After spending months without seeing each other and then finally meeting up, our relationship took off quite quickly. I started drinking with my new friends I had met at college. (I regret going into detail at this point; please bear with me.) In the process, I felt guilt. I felt so ashamed and angry with myself for compromising. My boyfriend and I plan on getting married in the near future. Once your parents were not there to keep you in check, you let your peers talk you into various sins. She thought it was a better idea and suggested I consider the same. Rather you let people around you decide what should and shouldn't be done. I fell into a bad state with my relationship with Christ. Instead of living a life of sin and putting a facade over it,it was evident I did not want Godin my life. Blessed is the man who walks not in the counsel of the ungodly, nor stands in the path of sinners, nor sits in the seat of the scornful; but his delight is in the law of the LORD, and in His law he meditates day and night. We engaged in sinful physical activity (though remaining virgins). My boyfriend wanted to remain a virgin, but we were okay flirting with the idea of coming close to sex. I did not care what God thought of my relationship. It was so unusual because I had never felt it throughout my time of being distanced from God. We are working on rebuilding purity (is there such a thing? I love him with all my heart; I think I will not find anyone out there like him. Can we continue rebuilding ourselves and eventually get married? The only fortunate thing is that you are starting to realize the problems sinful living causes.We wrestle with this issue more now because the time span between reaching the age of sexual maturity and marriage has bumped up a decade or two since biblical times. Then I point them to Exodus -17, a very interesting "case law" Scripture in the Old Testament. then ..." commands that provides some underlying principles applicable beyond the example used.

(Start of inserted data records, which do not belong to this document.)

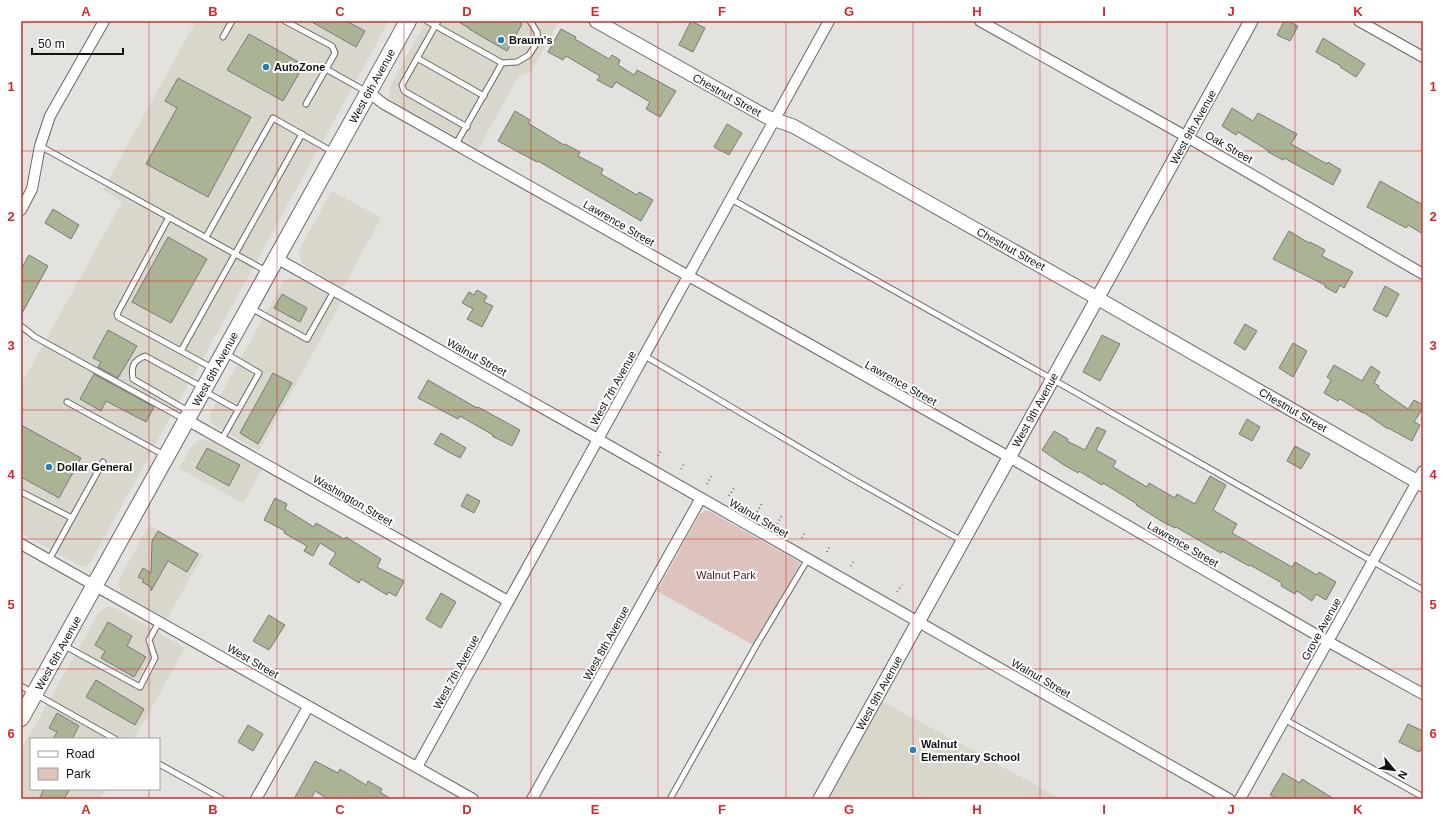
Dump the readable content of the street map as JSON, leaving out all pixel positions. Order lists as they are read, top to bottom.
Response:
{
  "streets": {
    "main road": ["West 6th Avenue"],
    "street": [
      "Chestnut Street",
      "West 9th Avenue",
      "Oak Street",
      "Lawrence Street",
      "Walnut Street",
      "West 7th Avenue",
      "Washington Street",
      "Grove Avenue",
      "West 8th Avenue",
      "West Street"
    ]
  },
  "crossings": [
    ["West 6th Avenue", "Lawrence Street"],
    ["West 6th Avenue", "Walnut Street"],
    ["West 6th Avenue", "Washington Street"],
    ["West 6th Avenue", "West Street"],
    ["Chestnut Street", "West 9th Avenue"],
    ["Chestnut Street", "West 7th Avenue"],
    ["Chestnut Street", "Grove Avenue"],
    ["West 9th Avenue", "Oak Street"],
    ["West 9th Avenue", "Lawrence Street"],
    ["West 9th Avenue", "Walnut Street"],
    ["Lawrence Street", "West 7th Avenue"],
    ["Lawrence Street", "Grove Avenue"],
    ["Walnut Street", "West 7th Avenue"],
    ["Walnut Street", "West 8th Avenue"],
    ["West 7th Avenue", "Washington Street"],
    ["West 7th Avenue", "West Street"]
  ],
  "parks": ["Walnut Park"],
  "places": [
    "Braum's",
    "AutoZone",
    "Dollar General",
    "Walnut Elementary School"
  ],
  "legend": ["Road", "Park"],
  "scale_bar": "50 m",
  "north": "bottom right",
  "grid": {
    "columns": [
      "A",
      "B",
      "C",
      "D",
      "E",
      "F",
      "G",
      "H",
      "I",
      "J",
      "K"
    ],
    "rows": [
      "1",
      "2",
      "3",
      "4",
      "5",
      "6"
    ]
  }
}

Keep in mind, I say, that in biblical times there just wasn't a whole lot of sex taking place marriage, either with your spouse, which was good, or not with your spouse, which was prohibited, and that's why there's more talk about adultery than pre-marital sex.

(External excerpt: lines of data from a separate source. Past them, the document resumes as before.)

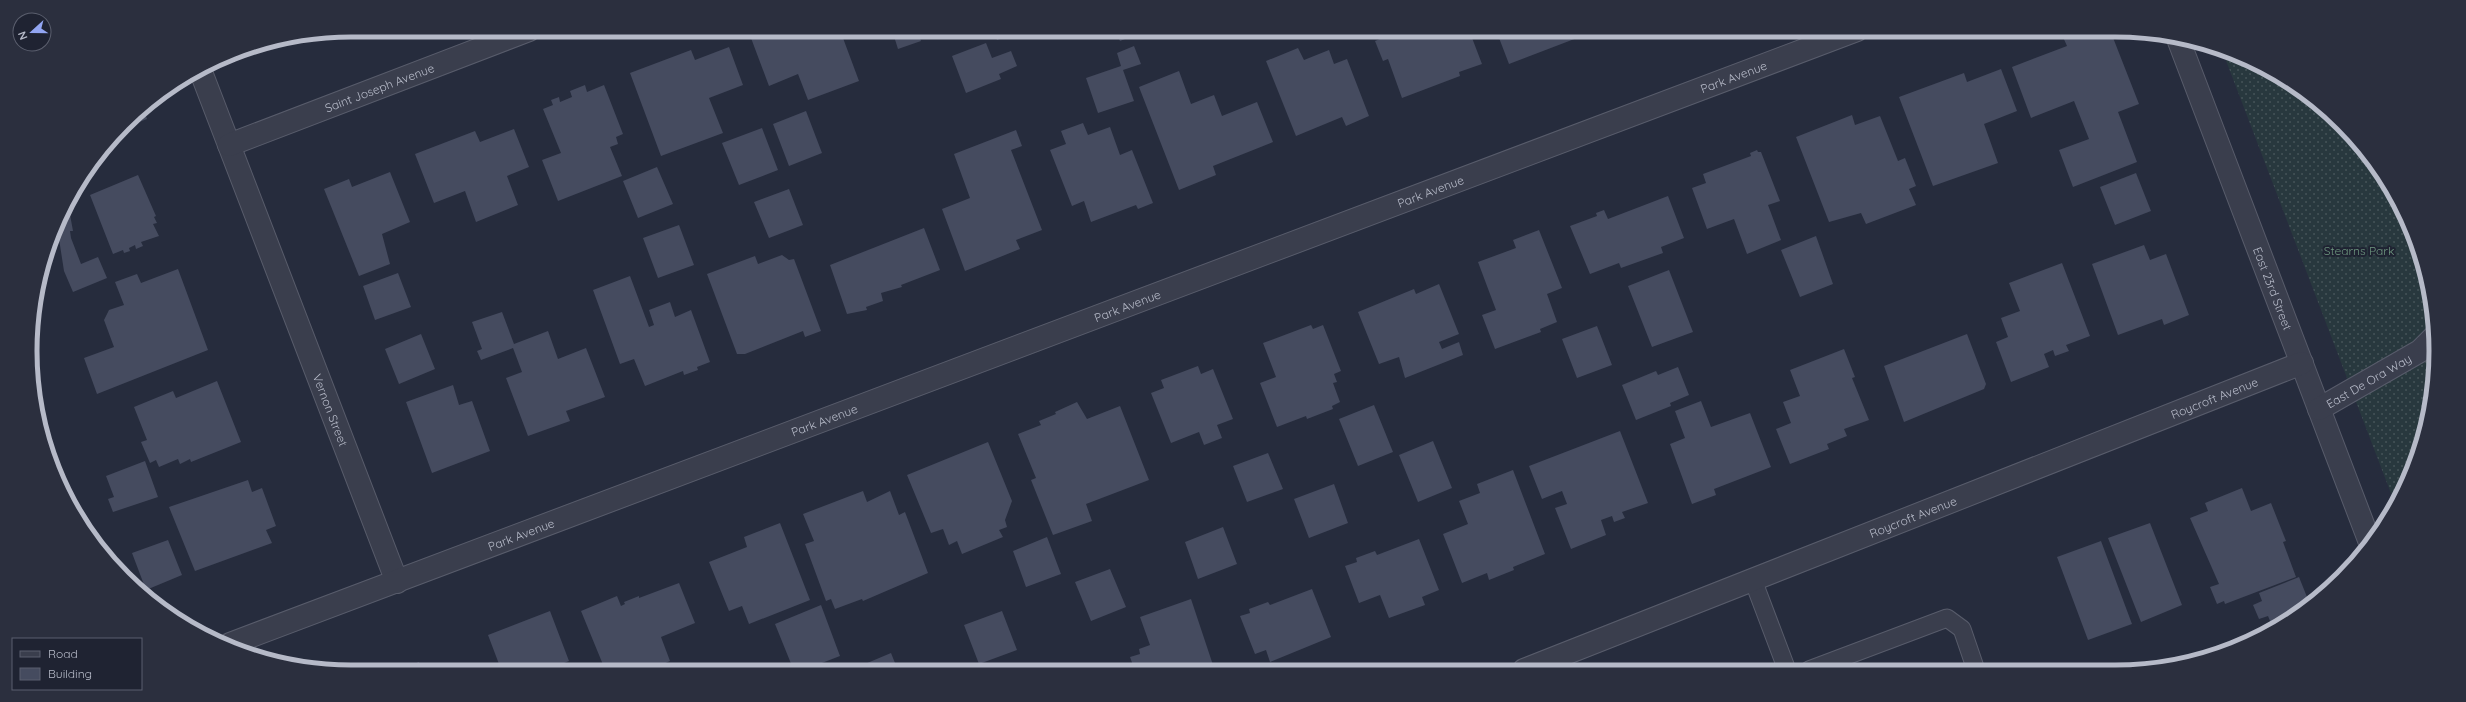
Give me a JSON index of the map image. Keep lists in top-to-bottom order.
{
  "streets": {
    "street": [
      "Park Avenue",
      "Saint Joseph Avenue",
      "East 23rd Street",
      "East De Ora Way",
      "Roycroft Avenue",
      "Vernon Street"
    ]
  },
  "crossings": [
    ["Park Avenue", "Vernon Street"],
    ["Saint Joseph Avenue", "Vernon Street"],
    ["East 23rd Street", "East De Ora Way"],
    ["East 23rd Street", "Roycroft Avenue"]
  ],
  "parks": ["Stearns Park"],
  "legend": ["Road", "Building"],
  "north": "left"
}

I immediately grabbed a friend's Bible to see if his featured the same book. You have two consenting adults, and neither has made any vow to any other person, so it's not adultery. When it appears that a pregnancy might result, is there rejoicing? The couples' sex life is ultimately a social benefit.

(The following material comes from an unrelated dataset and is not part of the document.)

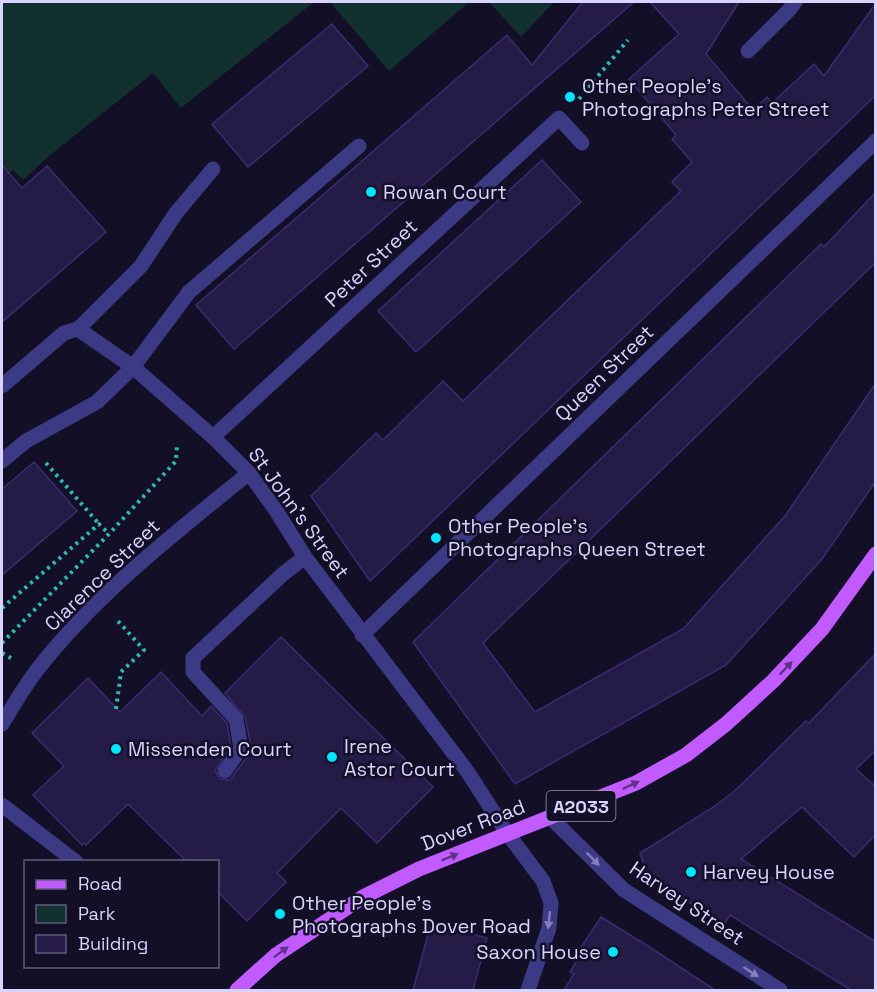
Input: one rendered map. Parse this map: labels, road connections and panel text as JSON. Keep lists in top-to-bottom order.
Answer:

But where does it talk about not having sex if there is no spouse involved? I like to start with Solomon's Song, because it celebrates the whole package of the relationship — initial attraction, exciting emotions, longing and sexual intimacy — and it connects all of this to the proper context or timing, when "it pleases," a timing that is marked by public approval of the relationship, highlighted by a wedding (chapter 3). I ask these young, unmarried singles, does the community — your friends, family, church — celebrate your private, sexual liaisons? It will produce grandbabies, nieces, nephews, more members of the little platoon of the family.
Shall I then take away the members of Christ and make them members of a harlot? Author: Mark Van Bebber of Films for Christ Copyright © 1996, Films for Christ, All Rights Reserved—except as noted on attached “Usage and Copyright” page that grants Christian Answers.
Net users generous rights for putting this page to work in their homes, personal witnessing, churches and schools.